WHAT IS REQUIRED:
If a line in the records below contains the word "shadow", copy it out.

Top of DATASET ENTRIES

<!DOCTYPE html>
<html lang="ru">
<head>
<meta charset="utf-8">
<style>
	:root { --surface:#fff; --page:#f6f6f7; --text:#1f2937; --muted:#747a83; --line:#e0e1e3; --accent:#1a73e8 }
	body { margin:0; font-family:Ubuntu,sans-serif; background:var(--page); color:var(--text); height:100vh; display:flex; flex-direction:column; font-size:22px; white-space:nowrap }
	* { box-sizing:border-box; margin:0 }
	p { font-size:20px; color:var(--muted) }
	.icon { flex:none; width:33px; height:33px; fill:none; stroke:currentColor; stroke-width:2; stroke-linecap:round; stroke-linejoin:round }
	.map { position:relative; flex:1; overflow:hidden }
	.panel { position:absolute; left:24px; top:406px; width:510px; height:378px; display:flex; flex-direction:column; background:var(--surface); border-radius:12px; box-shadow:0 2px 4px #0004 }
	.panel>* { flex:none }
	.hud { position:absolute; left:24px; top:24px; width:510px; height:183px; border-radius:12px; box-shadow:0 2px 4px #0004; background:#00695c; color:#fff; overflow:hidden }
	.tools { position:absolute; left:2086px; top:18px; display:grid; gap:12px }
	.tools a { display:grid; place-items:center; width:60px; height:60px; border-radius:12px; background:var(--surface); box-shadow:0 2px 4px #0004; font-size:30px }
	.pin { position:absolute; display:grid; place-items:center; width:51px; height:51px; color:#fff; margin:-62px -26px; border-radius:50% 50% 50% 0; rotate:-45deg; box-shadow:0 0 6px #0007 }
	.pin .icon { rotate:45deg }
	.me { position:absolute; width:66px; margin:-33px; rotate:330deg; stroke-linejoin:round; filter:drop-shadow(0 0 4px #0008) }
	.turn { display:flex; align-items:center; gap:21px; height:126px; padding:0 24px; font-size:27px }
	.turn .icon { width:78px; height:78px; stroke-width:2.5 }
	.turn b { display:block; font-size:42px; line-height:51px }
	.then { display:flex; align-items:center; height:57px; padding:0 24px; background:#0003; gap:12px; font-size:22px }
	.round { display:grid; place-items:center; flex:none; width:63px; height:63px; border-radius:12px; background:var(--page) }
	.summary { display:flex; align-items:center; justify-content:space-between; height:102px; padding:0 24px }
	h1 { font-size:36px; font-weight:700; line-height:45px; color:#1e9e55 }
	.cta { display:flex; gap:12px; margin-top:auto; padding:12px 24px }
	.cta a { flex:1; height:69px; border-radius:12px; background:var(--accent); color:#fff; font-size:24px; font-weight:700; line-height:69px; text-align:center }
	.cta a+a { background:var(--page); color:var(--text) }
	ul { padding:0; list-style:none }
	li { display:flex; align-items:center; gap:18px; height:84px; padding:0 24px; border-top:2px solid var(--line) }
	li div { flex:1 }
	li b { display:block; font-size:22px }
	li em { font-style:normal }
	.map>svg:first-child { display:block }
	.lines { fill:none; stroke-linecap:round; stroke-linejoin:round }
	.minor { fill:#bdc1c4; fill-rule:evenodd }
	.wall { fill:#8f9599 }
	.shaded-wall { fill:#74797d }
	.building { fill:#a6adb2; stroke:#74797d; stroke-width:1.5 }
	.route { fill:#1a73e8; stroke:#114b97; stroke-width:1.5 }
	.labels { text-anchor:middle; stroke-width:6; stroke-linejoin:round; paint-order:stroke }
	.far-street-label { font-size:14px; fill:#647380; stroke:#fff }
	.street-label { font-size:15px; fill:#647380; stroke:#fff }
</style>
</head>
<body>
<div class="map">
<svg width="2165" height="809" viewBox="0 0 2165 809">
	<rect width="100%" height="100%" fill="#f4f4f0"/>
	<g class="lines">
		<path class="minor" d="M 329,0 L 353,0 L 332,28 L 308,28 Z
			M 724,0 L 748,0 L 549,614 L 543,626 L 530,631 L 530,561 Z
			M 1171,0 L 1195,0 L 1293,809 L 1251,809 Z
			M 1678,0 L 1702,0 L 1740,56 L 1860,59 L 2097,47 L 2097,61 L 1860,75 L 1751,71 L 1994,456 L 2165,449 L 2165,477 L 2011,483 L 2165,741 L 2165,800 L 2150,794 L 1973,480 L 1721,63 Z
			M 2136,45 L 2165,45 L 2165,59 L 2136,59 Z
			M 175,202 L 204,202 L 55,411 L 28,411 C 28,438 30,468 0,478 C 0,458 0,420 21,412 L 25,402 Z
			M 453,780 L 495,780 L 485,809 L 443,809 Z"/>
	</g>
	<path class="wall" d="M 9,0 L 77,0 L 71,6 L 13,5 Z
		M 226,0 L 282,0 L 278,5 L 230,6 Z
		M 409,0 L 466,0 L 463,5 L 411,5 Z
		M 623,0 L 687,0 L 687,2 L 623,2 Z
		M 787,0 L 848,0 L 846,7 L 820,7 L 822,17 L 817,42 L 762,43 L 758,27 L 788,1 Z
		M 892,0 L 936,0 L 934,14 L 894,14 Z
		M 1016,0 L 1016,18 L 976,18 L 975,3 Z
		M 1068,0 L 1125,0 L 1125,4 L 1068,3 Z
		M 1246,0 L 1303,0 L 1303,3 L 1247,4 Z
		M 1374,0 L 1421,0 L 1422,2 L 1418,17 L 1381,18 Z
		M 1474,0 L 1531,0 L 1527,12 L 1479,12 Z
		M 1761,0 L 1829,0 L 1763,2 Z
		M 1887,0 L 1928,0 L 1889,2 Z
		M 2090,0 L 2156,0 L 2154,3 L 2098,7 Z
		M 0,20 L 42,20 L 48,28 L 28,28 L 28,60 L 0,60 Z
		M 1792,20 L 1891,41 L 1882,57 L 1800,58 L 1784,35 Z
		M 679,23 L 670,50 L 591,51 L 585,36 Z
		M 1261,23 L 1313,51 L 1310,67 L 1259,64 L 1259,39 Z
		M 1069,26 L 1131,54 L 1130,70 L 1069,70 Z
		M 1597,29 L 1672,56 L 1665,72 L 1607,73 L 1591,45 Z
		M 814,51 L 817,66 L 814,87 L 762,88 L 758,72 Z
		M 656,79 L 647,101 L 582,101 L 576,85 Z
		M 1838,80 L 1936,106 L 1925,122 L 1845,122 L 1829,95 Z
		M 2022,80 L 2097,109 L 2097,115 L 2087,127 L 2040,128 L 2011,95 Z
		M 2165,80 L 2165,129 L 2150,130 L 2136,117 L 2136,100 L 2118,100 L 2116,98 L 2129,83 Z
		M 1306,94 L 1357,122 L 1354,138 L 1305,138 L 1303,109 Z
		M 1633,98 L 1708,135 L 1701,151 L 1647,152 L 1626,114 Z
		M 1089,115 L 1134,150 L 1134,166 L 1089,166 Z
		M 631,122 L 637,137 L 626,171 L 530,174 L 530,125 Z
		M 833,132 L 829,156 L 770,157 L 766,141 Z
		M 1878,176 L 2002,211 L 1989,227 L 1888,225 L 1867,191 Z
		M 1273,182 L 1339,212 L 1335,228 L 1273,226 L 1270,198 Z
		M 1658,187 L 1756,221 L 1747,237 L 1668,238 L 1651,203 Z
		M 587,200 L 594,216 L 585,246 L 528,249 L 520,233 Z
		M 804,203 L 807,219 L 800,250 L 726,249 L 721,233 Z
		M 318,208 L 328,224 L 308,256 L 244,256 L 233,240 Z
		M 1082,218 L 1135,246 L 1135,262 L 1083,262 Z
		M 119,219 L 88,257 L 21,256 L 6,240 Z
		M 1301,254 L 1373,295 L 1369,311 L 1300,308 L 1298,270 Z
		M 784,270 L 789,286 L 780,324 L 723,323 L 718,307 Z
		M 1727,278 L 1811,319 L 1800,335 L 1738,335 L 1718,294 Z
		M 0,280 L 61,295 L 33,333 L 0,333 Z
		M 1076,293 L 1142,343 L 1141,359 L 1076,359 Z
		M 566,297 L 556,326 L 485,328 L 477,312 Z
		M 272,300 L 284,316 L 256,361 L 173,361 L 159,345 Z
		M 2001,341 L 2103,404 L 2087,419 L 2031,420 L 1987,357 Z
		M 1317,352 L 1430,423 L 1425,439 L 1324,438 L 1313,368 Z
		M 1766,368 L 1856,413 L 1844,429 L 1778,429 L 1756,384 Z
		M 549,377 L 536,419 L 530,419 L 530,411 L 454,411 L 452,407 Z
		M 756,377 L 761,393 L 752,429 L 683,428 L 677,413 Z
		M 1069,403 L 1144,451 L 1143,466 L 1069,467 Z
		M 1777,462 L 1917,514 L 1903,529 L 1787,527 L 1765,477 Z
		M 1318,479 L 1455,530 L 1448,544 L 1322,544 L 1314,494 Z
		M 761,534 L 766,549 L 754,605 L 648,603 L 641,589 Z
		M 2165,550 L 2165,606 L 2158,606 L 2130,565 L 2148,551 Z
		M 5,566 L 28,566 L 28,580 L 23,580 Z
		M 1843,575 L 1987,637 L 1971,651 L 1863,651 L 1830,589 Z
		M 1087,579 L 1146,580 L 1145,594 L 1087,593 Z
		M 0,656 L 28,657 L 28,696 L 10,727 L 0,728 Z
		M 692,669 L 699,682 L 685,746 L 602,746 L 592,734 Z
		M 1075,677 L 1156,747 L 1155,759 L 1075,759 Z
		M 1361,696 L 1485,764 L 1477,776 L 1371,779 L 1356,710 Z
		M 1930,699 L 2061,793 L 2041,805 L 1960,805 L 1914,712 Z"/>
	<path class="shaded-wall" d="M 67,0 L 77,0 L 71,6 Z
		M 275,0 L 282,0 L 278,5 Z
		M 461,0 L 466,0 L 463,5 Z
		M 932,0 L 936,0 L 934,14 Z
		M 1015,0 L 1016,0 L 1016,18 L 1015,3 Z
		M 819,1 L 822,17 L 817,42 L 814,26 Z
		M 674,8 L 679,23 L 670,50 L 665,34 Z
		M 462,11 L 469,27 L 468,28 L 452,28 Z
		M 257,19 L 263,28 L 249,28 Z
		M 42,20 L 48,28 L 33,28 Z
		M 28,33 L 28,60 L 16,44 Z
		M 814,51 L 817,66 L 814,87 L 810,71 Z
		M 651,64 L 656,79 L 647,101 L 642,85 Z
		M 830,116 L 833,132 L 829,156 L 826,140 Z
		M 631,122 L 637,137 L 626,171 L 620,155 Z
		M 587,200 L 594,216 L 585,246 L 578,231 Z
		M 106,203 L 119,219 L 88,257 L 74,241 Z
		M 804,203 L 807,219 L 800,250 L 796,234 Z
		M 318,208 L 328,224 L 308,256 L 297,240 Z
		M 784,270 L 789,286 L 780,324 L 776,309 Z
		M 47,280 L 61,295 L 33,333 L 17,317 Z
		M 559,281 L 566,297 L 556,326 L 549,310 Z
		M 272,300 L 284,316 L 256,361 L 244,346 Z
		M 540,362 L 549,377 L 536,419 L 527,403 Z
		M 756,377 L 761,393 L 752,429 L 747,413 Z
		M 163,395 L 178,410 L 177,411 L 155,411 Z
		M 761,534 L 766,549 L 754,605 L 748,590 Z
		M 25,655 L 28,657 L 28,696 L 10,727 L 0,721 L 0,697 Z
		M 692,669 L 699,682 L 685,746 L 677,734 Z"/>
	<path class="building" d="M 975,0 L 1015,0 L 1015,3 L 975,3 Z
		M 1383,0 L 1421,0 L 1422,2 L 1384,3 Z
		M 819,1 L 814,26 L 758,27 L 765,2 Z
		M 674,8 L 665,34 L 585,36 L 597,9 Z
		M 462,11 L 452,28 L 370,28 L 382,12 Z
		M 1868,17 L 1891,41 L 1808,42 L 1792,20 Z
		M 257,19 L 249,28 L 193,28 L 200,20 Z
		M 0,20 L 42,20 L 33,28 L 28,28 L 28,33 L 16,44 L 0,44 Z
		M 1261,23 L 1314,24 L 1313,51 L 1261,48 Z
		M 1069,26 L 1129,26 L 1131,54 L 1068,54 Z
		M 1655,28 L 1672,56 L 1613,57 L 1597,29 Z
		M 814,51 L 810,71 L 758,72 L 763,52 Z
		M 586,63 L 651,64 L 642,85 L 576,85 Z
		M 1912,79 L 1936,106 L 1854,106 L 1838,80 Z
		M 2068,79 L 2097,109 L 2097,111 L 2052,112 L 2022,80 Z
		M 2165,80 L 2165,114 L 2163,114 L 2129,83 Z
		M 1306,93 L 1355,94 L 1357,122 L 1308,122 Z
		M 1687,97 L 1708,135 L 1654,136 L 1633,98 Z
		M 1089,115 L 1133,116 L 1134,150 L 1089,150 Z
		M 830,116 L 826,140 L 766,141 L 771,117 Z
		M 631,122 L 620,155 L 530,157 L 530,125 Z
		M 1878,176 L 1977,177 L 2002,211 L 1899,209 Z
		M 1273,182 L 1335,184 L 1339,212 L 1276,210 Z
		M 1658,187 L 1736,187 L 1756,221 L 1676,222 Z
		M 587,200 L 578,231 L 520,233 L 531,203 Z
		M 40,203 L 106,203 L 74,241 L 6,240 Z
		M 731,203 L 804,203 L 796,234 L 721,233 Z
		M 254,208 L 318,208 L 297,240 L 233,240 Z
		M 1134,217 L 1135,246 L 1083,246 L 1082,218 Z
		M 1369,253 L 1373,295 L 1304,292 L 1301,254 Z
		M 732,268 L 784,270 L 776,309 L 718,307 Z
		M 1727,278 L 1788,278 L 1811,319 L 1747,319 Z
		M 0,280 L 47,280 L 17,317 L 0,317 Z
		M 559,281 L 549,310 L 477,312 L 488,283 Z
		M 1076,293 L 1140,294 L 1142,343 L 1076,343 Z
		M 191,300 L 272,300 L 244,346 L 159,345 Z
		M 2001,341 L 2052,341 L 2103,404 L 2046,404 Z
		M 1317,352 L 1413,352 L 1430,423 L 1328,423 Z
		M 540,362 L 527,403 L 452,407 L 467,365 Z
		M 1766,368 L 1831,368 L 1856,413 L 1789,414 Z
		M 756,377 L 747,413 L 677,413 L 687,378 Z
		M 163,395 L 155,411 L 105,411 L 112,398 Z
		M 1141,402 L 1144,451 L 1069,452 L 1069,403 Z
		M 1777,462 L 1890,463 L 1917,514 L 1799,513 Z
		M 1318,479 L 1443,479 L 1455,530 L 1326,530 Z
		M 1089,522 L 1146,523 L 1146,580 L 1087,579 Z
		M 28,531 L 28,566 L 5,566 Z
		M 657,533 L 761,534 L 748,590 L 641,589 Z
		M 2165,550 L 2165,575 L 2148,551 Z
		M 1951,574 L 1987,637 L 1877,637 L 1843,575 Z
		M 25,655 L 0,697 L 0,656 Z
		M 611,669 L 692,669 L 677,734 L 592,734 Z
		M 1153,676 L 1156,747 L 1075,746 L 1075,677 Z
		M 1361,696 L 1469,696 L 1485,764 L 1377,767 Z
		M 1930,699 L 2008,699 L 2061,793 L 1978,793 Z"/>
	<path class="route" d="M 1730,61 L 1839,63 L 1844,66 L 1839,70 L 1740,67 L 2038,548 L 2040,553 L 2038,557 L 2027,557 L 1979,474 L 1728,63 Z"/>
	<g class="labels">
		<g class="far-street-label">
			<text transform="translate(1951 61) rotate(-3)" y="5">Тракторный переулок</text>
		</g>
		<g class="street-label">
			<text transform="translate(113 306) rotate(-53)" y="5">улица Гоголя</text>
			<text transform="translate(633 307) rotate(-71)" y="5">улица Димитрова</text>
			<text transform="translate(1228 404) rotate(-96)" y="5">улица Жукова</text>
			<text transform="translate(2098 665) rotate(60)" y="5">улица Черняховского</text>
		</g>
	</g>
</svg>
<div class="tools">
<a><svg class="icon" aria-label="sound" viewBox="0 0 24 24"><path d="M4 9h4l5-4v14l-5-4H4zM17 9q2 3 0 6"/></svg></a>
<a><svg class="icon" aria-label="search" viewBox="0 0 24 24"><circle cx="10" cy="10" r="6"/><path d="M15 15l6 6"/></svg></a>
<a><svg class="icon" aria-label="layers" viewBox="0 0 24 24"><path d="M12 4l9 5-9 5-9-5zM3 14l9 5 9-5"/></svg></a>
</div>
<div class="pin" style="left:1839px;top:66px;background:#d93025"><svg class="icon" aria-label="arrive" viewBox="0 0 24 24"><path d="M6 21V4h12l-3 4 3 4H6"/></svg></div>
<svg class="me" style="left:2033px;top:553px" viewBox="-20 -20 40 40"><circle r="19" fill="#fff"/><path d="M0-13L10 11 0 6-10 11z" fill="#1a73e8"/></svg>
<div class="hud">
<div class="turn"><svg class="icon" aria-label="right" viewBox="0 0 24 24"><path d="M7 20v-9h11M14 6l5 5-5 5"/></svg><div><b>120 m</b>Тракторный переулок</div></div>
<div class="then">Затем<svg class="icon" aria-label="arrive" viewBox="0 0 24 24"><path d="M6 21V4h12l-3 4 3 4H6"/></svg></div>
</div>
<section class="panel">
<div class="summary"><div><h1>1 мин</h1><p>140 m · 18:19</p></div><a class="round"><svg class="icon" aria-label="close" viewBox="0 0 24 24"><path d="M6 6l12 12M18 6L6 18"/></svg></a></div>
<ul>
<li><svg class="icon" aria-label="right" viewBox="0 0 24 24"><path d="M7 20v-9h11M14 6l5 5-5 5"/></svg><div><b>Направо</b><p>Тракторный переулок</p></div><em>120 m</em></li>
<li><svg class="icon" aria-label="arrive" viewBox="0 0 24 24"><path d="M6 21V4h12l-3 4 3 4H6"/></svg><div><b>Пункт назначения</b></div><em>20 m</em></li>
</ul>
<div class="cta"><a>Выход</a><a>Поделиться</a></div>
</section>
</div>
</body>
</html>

Bottom of DATASET ENTRIES

THE COMPLETED TASK:
	.panel { position:absolute; left:24px; top:406px; width:510px; height:378px; display:flex; flex-direction:column; background:var(--surface); border-radius:12px; box-shadow:0 2px 4px #0004 }
	.hud { position:absolute; left:24px; top:24px; width:510px; height:183px; border-radius:12px; box-shadow:0 2px 4px #0004; background:#00695c; color:#fff; overflow:hidden }
	.tools a { display:grid; place-items:center; width:60px; height:60px; border-radius:12px; background:var(--surface); box-shadow:0 2px 4px #0004; font-size:30px }
	.pin { position:absolute; display:grid; place-items:center; width:51px; height:51px; color:#fff; margin:-62px -26px; border-radius:50% 50% 50% 0; rotate:-45deg; box-shadow:0 0 6px #0007 }
	.me { position:absolute; width:66px; margin:-33px; rotate:330deg; stroke-linejoin:round; filter:drop-shadow(0 0 4px #0008) }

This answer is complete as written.